PRESENTATION DESCRIPTION:
This presentation will highlight the challenges and lessons
learned of being an ally to sex workers when you have no direct former
or current experience as a sex worker. Issues to be covered include the
challenge of defining boundaries, breaking myths and stereotypes,
gaining acceptance from sex workers and the sex work community, and
maintaining acceptance from professional colleagues, friends and family
- especially those who do not necessarily agree with your views, or with
sex work. This presentation will also touch upon the regressive sex work
climate in Nova Scotia, personal stories from working with sex
workers…including some more humorous slip ups and trips to the
interrogation room.
In closing this presentation will explore what place a
non-sex work ally has in the movement, and why their role should be that
of making space for sex workers – and not taking space from sex workers.

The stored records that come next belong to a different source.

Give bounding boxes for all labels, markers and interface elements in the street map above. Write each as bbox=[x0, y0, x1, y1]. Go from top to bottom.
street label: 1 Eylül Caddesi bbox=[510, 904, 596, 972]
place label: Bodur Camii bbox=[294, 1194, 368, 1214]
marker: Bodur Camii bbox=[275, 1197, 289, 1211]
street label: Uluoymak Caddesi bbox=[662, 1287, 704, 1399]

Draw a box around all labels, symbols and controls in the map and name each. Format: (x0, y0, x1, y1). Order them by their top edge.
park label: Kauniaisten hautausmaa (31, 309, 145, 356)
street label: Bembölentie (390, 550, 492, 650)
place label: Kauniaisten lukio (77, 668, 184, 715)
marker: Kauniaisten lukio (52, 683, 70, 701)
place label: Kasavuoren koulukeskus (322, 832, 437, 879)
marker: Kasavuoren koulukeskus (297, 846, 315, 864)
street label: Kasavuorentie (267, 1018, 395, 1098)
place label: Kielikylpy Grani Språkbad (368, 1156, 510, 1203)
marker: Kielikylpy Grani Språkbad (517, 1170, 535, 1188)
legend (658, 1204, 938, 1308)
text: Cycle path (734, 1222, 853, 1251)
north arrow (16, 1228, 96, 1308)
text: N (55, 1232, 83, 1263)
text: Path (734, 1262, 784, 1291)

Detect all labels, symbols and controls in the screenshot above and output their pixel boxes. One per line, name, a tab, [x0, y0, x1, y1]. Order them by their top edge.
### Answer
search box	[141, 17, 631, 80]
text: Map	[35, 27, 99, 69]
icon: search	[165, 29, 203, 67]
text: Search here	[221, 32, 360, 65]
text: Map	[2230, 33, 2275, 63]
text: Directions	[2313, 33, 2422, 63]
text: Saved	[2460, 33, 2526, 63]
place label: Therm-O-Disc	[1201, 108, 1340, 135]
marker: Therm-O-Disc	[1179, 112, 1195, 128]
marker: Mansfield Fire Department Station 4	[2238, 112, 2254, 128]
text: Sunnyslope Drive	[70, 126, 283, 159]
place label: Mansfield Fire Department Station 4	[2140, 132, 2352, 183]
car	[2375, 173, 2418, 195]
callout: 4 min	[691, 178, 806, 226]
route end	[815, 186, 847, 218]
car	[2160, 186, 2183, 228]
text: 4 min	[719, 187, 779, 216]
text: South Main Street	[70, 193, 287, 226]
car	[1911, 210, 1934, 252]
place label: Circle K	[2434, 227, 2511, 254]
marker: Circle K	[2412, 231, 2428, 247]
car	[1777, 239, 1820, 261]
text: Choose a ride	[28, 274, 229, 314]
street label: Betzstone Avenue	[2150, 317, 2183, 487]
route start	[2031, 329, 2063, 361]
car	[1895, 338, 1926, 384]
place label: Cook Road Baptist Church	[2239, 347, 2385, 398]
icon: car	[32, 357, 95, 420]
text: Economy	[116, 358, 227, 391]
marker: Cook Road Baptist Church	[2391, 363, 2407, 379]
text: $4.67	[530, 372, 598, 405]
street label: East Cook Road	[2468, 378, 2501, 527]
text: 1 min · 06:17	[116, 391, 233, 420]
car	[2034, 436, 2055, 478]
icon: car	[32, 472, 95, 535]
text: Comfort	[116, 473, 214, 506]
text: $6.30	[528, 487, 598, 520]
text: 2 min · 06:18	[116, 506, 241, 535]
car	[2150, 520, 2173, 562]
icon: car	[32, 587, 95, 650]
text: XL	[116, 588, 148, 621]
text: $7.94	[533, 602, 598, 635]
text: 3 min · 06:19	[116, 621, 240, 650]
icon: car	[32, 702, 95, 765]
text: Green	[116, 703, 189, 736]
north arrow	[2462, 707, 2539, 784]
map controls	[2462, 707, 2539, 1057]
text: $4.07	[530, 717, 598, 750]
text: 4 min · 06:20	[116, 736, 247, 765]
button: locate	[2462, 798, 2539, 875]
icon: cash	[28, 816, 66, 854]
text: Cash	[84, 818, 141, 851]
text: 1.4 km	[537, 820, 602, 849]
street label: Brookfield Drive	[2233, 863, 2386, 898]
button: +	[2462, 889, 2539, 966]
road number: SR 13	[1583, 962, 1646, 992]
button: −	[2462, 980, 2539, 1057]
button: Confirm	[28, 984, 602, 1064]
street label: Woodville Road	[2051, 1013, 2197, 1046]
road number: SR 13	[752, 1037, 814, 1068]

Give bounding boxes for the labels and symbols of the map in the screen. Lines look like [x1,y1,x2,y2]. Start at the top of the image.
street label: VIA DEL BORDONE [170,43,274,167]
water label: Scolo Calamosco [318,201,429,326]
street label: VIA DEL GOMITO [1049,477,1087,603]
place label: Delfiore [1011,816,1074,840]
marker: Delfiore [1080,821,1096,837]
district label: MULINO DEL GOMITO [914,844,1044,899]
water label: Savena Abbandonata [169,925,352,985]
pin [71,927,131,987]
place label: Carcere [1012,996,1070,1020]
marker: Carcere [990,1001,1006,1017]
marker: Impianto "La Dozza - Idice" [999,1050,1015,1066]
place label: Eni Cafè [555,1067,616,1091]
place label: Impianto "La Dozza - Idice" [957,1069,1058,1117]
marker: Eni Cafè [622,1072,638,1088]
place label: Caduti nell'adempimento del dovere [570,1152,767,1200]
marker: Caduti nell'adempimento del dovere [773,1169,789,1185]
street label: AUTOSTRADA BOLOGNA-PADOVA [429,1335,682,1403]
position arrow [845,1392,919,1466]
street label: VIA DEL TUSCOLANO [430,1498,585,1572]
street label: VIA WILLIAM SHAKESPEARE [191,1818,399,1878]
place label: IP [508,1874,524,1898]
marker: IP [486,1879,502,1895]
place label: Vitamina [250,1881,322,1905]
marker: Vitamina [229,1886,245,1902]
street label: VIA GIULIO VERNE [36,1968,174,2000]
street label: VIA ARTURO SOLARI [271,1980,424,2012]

"Bridging Gaps, Students as Allies: Feminism in the Real World"
PRESENTER BIOGRAPHY:
Constance S. Richards
I teach a course in the Women’s and Gender Studies program at Ohio
Wesleyan University entitled "Feminism and the Sex-Work Industry." I
work from early feminist critiques of the sex-work industry to more
recent work by feminists who are or have been sex workers in various
arenas, in an attempt to get the students to critically engage with
feminist theory, questioning who makes it, for whom (what women), and
how we might apply the theory we learn in the classroom to life in the
real world. We read, for example, Wendy Chapkis's Live Sex Acts and the
anthology Whores and Other Feminists.
PRESENTATION DESCRIPTION:
Their final project is a research paper for which they are
asked to explore what they think might be good “intervention”
strategies, ways to improve the working conditions of workers and to
work toward de-stimatizing this arena of (primarily) women’s labor. This
course is a real learning experience for most of us in the class,
forcing us to think beyond our academic world. I am proposing a panel
where a few of these students could present their work. The four
students who would like to present would cover:
1) Strategies for exotic dancers (from a student who is a
former dancer who began dancing at 18) like licensing with required pre-counseling,
including financial strategies, that will help the dancer be prepared to
leave the profession, as her earnings will tend to decline with age.
2) Working toward de-criminalization with support centers for
workers and shelters for those who need them as intermediate strategies.
3) Legalization and approaching sex-work as any other job
that requires professional training, education, in order to become
proficient in one’s field—strategies for making training available.
(Also from a student with personal experience).
4) Perspecitives from a student who spent time in Kenya with
commercial sex workers; she will discuss her experience and present the
support strategies that seemed most helpful in that setting.
"Examining the Ideologies Surrounding Criminalization and Incarceration:
Alternative Constructions and Policy Reform"
PRESENTER BIOGRAPHY:
Jill McCracken
of SWOP-East, SWOP-USA, Desiree Alliance, University of South Florida
St. Petersburg "I have been a researcher and an activist in the field
of sex workers rights for over six years. I completed my dissertation,
an analysis of the language surrounding street sex work, in 2007 and now
teach and continue my research at the University of South Florida St.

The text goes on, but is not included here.